War in Iraq is imminent, but at both ends of Georgetown Pike, pacifist churches are praying for peace.
Last week, a banner reading “Seek peace and pursue it” was hung on the simple white frame of the Langley Hill Meeting House, one of two pacifist congregations at either end of 13-mile long, historic Georgetown Pike.
Thousands of commuters will see it every day as they drive to Washington. It’s quite possible that national policy-makers will also read those five words on the banner; Secretary of State Colin Powell lives a few miles away from the Quaker church. Vice President Dick Cheney lived even closer before he moved to the official vice presidential residence in the District of Columbia.
John Surr, the clerk of the Langley Hill Meeting of the Religious Society of Friends, also known as Quakers, said placing the banner grew out of a church “minute,” a statement of its members’ views on a particular topic.
“We meet for worship every Sunday. In the Quaker way of doing things, because we don’t have a minister, we get together once a month and decide, in unanimity, on all the issues that are before the meeting, Surr said.
“When we feel led by the divine spirit to declare something to ourselves and the world, we adopt a ‘minute.’ We sometimes come to real unity, which surprises us, amazes us, and delights us.
“We did in November on a minute meeting on how we feel about the war situation.”
Since then, he said, the Langley Meeting has sponsored a Tuesday evening “peace vigil” at the U.S. Capitol in Washington. The 5:30 p.m. gathering has attracted as few as 12 and as many as 60 people, Surr says.
The banner was made up for those vigils. But about a week ago, someone suggested that it be displayed on the church between the Tuesday peace vigils, Surr said.
“The message that we are trying to convey is a positive one about peace. It is not just the absence of war. It starts with each of us, and grows.
“We hope that everyone in society, but especially our leaders, takes that message to heart and applies the idea to the problems that confront us, including Iraq.”

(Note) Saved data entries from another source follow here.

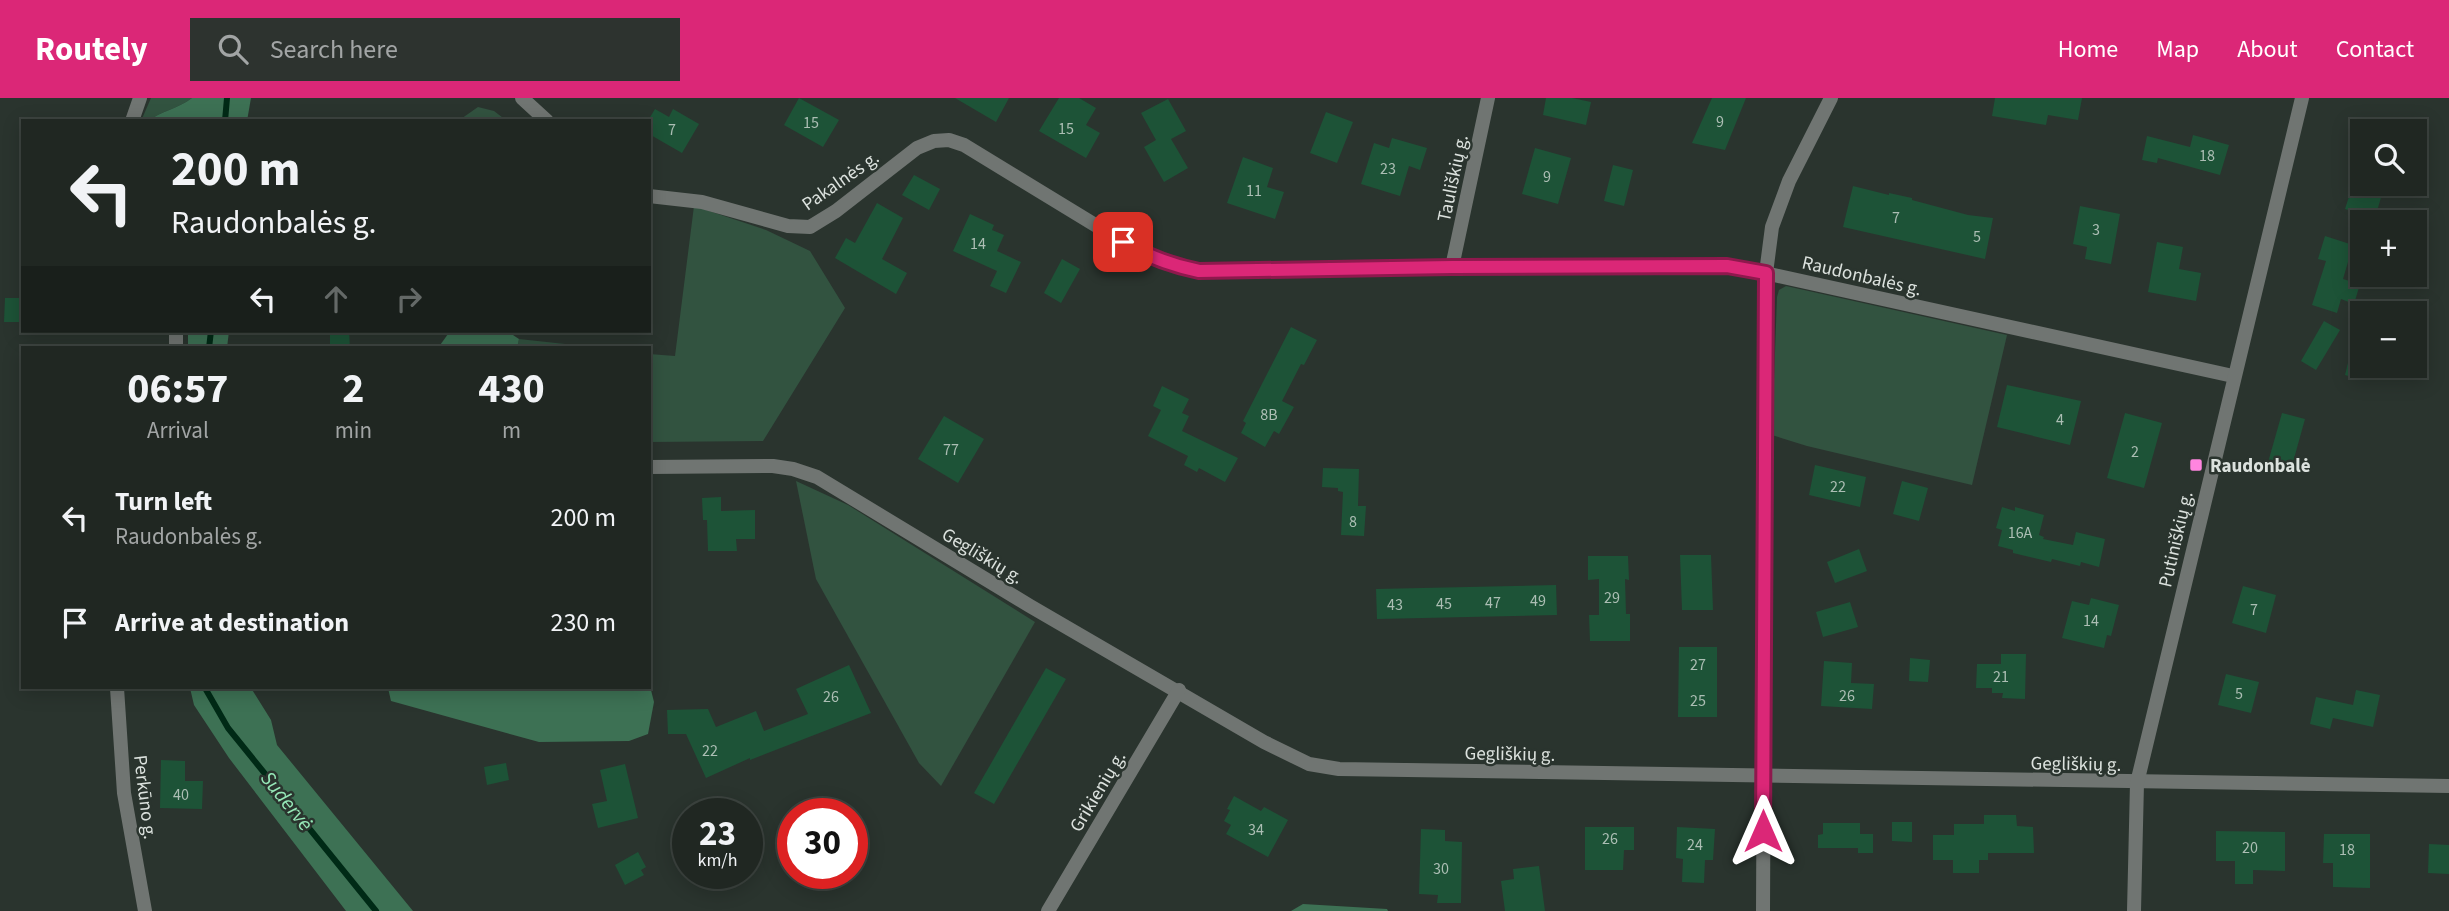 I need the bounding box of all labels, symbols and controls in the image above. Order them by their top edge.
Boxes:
search box [190,18,680,81]
text: Routely [35,26,148,73]
icon: search [214,30,252,68]
text: Search here [270,31,398,68]
text: Home [2058,32,2118,67]
text: Map [2156,32,2199,67]
text: About [2237,32,2298,67]
text: Contact [2336,32,2414,67]
house number: 9 [1716,111,1724,133]
house number: 15 [803,112,819,134]
house number: 15 [1058,118,1074,140]
house number: 7 [668,119,676,141]
map controls [2350,119,2427,378]
button: search [2350,119,2427,196]
street label: Tauliškių g. [1431,132,1476,225]
text: 200 m [171,135,300,205]
street label: Pakalnės g. [797,145,885,218]
house number: 18 [2199,145,2215,167]
icon: left [56,147,147,238]
house number: 23 [1380,158,1396,180]
house number: 9 [1543,166,1551,188]
house number: 11 [1246,180,1262,202]
text: Raudonbalės g. [171,200,377,246]
house number: 7 [1892,207,1900,229]
button: + [2350,210,2427,287]
pin [1093,212,1153,272]
house number: 3 [2092,219,2100,241]
icon: arrive [1104,223,1142,261]
house number: 5 [1973,226,1981,248]
house number: 14 [970,233,986,255]
street label: Raudonbalės g. [1799,250,1924,303]
icon: left [244,280,282,318]
icon: ahead [317,280,355,318]
icon: right [390,280,428,318]
button: − [2350,301,2427,378]
text: 06:57 [127,359,229,419]
text: 2 [342,359,364,419]
text: 430 [478,359,545,419]
house number: 8B [1260,404,1278,426]
house number: 4 [2056,409,2064,431]
text: Arrival [147,414,209,447]
text: min [335,414,372,447]
text: m [502,414,521,447]
house number: 77 [943,439,959,461]
house number: 2 [2131,441,2139,463]
place label: Raudonbalė [2210,453,2311,480]
marker: Raudonbalė [2188,457,2204,473]
house number: 22 [1830,476,1846,498]
text: Turn left [115,483,212,520]
street label: Putiniškių g. [2152,489,2201,590]
icon: left [56,499,94,537]
text: 200 m [550,499,616,536]
house number: 8 [1349,511,1357,533]
text: Raudonbalės g. [115,520,263,553]
street label: Gegliškių g. [936,521,1028,591]
house number: 16A [2008,522,2033,544]
house number: 29 [1604,587,1620,609]
house number: 49 [1530,590,1546,612]
house number: 47 [1485,592,1501,614]
house number: 45 [1436,593,1452,615]
house number: 43 [1387,594,1403,616]
house number: 7 [2250,599,2258,621]
icon: arrive [56,604,94,642]
text: Arrive at destination [115,604,349,641]
text: 230 m [550,604,616,641]
house number: 14 [2083,610,2099,632]
house number: 27 [1690,654,1706,676]
house number: 21 [1993,666,2009,688]
house number: 5 [2235,683,2243,705]
house number: 26 [1839,685,1855,707]
house number: 26 [823,686,839,708]
house number: 25 [1690,690,1706,712]
house number: 22 [702,740,718,762]
street label: Gegliškių g. [1464,740,1555,769]
street label: Grikienių g. [1064,746,1133,837]
street label: Gegliškių g. [2030,750,2121,779]
street label: Perkūno g. [126,754,163,841]
water label: Sudervė [253,764,321,838]
house number: 40 [173,784,189,806]
position arrow [1726,794,1800,868]
speed limit sign: 30 [777,798,868,889]
text: 23 [699,809,736,859]
house number: 34 [1248,819,1264,841]
house number: 26 [1602,828,1618,850]
house number: 24 [1687,834,1703,856]
house number: 20 [2242,837,2258,859]
house number: 18 [2339,839,2355,861]
text: km/h [698,848,737,873]
house number: 30 [1433,858,1449,880]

“ALL WAR IS SIN,” said John S. Weyant, minister of the Dranesville Church of the Brethren in Great Falls. As Brethren, he said, “We seek non-violent ways of resolving conflict. We see war as contributing to conflict, rather than diminishing it.
Brethren churches in the area have been holding Sunday evening meetings where high school students have studied peace as an alternative to war, and nonviolent ways of resolving conflict, Weyant said. Between 25 and 30 students have been attending.

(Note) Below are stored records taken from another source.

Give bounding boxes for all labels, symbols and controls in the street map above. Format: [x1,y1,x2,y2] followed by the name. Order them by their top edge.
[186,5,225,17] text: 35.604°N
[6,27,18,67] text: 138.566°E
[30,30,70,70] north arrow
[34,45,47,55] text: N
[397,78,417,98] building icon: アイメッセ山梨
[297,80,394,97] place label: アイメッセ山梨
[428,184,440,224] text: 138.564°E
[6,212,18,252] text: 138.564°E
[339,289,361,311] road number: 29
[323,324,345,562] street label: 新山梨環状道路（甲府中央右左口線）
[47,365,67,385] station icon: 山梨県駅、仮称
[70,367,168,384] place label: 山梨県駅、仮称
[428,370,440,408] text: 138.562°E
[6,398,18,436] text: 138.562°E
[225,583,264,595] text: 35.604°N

“My prayer for the [national] leadership is that we would seek peace, rather than war,” Weyant said. “It just breeds anger and resentment. I can’t see that anything good is going to come out of this. It grieves my heart greatly to think that this is the road we have chosen to follow,” he said. “It is wrong-headed.
The Church of the Brethren is a congregation that lives by a German expression meaning “the quiet in the land,” Weyant says.
“We strive to live among people in a quiet and respectful way, allowing our lifestyle to proclaim the Gospel for us,” he said.
“We see that lifestyle as including all the attributes of Christ, including a nonviolent way of dealing with problems in our society.”
His church also supports the World Council of Churches initiative to make this “the decade to overcome violence,” Weyant said. “I love to sit and talk of this.”
Additional sessions on peace for senior high school students are scheduled on Feb. 16 at the Midland Church of the Brethren, 10434 Old Carolina Road, and on Feb. 23 at the Manassas Church of the Brethren, 147 Nokesville Road, off Rt. 28 in Manassas.
AT THE LUTHERAN CHURCH of the Redeemer in McLean last Sunday, Pastor George Evans did an exposition sermon on the 40th chapter of Isaiah, he said.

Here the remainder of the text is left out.